Dataset entries
--- START ---

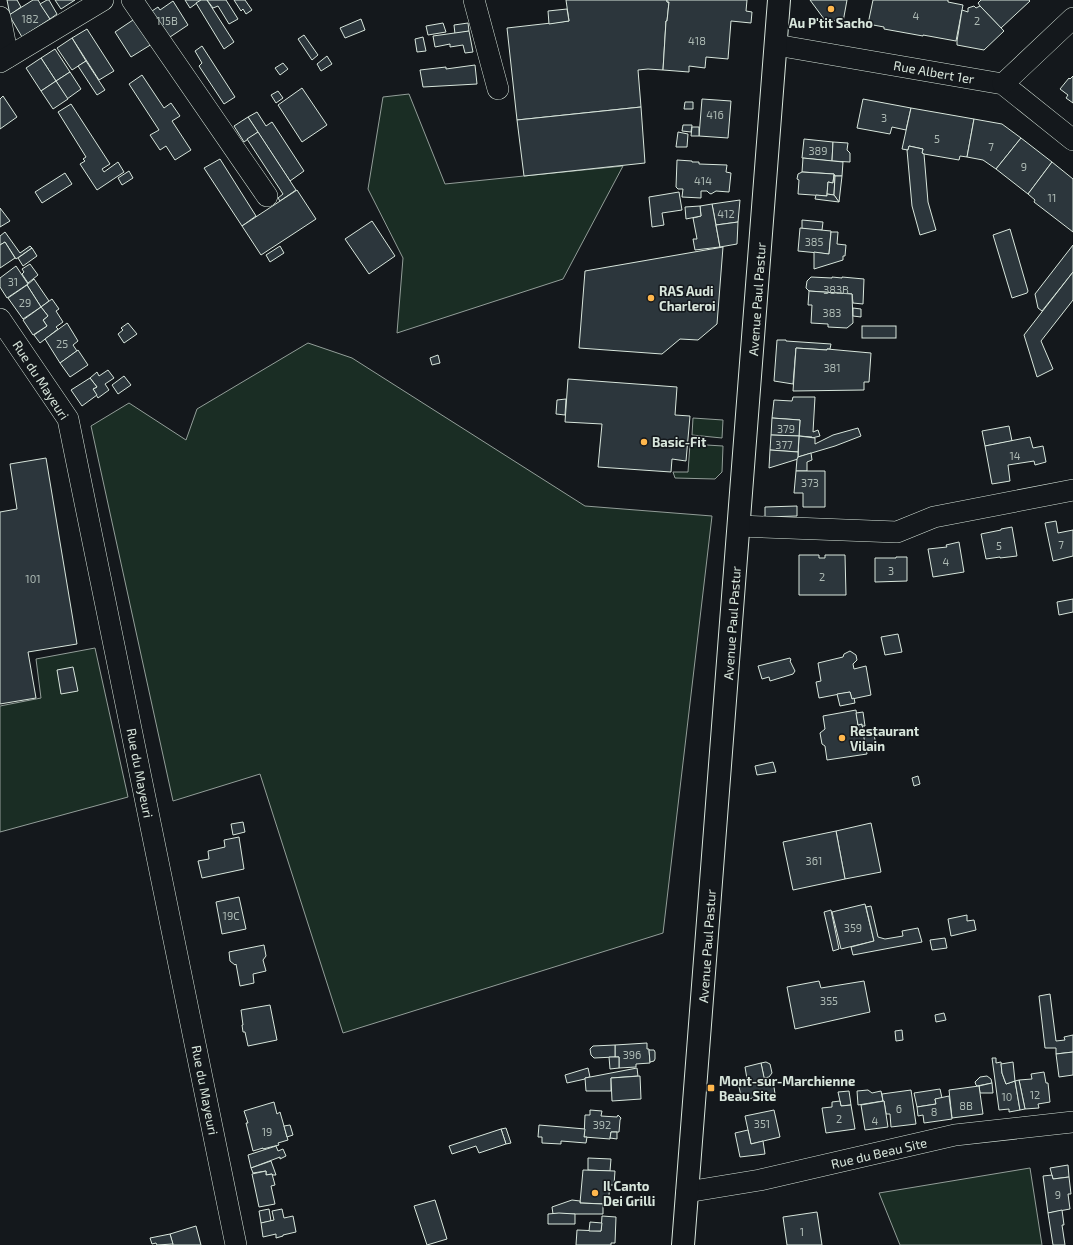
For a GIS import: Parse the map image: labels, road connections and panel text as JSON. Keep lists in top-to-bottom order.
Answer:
{
  "streets": {
    "main road": ["Avenue Paul Pastur"],
    "street": ["Rue Albert 1er", "Rue du Mayeuri", "Rue du Beau Site"]
  },
  "crossings": [
    ["Rue Albert 1er", "Avenue Paul Pastur"],
    ["Avenue Paul Pastur", "Rue du Beau Site"]
  ],
  "places": {
    "other": [
      "Au P'tit Sacho",
      "RAS Audi Charleroi",
      "Basic-Fit",
      "Restaurant Vilain",
      "Il Canto Dei Grilli"
    ],
    "transit": ["Mont-sur-Marchienne Beau Site"]
  },
  "house_numbers": [
    "4",
    "182",
    "115B",
    "2",
    "418",
    "416",
    "3",
    "5",
    "7",
    "389",
    "9",
    "414",
    "11",
    "412",
    "385",
    "31",
    "383B",
    "29",
    "383",
    "25",
    "381",
    "379",
    "377",
    "14",
    "373",
    "7",
    "5",
    "4",
    "3",
    "2",
    "101",
    "361",
    "19C",
    "359",
    "355",
    "396",
    "12",
    "10",
    "8B",
    "6",
    "8",
    "2",
    "4",
    "351",
    "392",
    "19",
    "9",
    "1"
  ]
}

--- END ---

● **Task to carry out**
All of the records above should be written out exactly, with the pictures left out.

● **Solution**
For a GIS import: Parse the map image: labels, road connections and panel text as JSON. Keep lists in top-to-bottom order.
Answer:
{
  "streets": {
    "main road": ["Avenue Paul Pastur"],
    "street": ["Rue Albert 1er", "Rue du Mayeuri", "Rue du Beau Site"]
  },
  "crossings": [
    ["Rue Albert 1er", "Avenue Paul Pastur"],
    ["Avenue Paul Pastur", "Rue du Beau Site"]
  ],
  "places": {
    "other": [
      "Au P'tit Sacho",
      "RAS Audi Charleroi",
      "Basic-Fit",
      "Restaurant Vilain",
      "Il Canto Dei Grilli"
    ],
    "transit": ["Mont-sur-Marchienne Beau Site"]
  },
  "house_numbers": [
    "4",
    "182",
    "115B",
    "2",
    "418",
    "416",
    "3",
    "5",
    "7",
    "389",
    "9",
    "414",
    "11",
    "412",
    "385",
    "31",
    "383B",
    "29",
    "383",
    "25",
    "381",
    "379",
    "377",
    "14",
    "373",
    "7",
    "5",
    "4",
    "3",
    "2",
    "101",
    "361",
    "19C",
    "359",
    "355",
    "396",
    "12",
    "10",
    "8B",
    "6",
    "8",
    "2",
    "4",
    "351",
    "392",
    "19",
    "9",
    "1"
  ]
}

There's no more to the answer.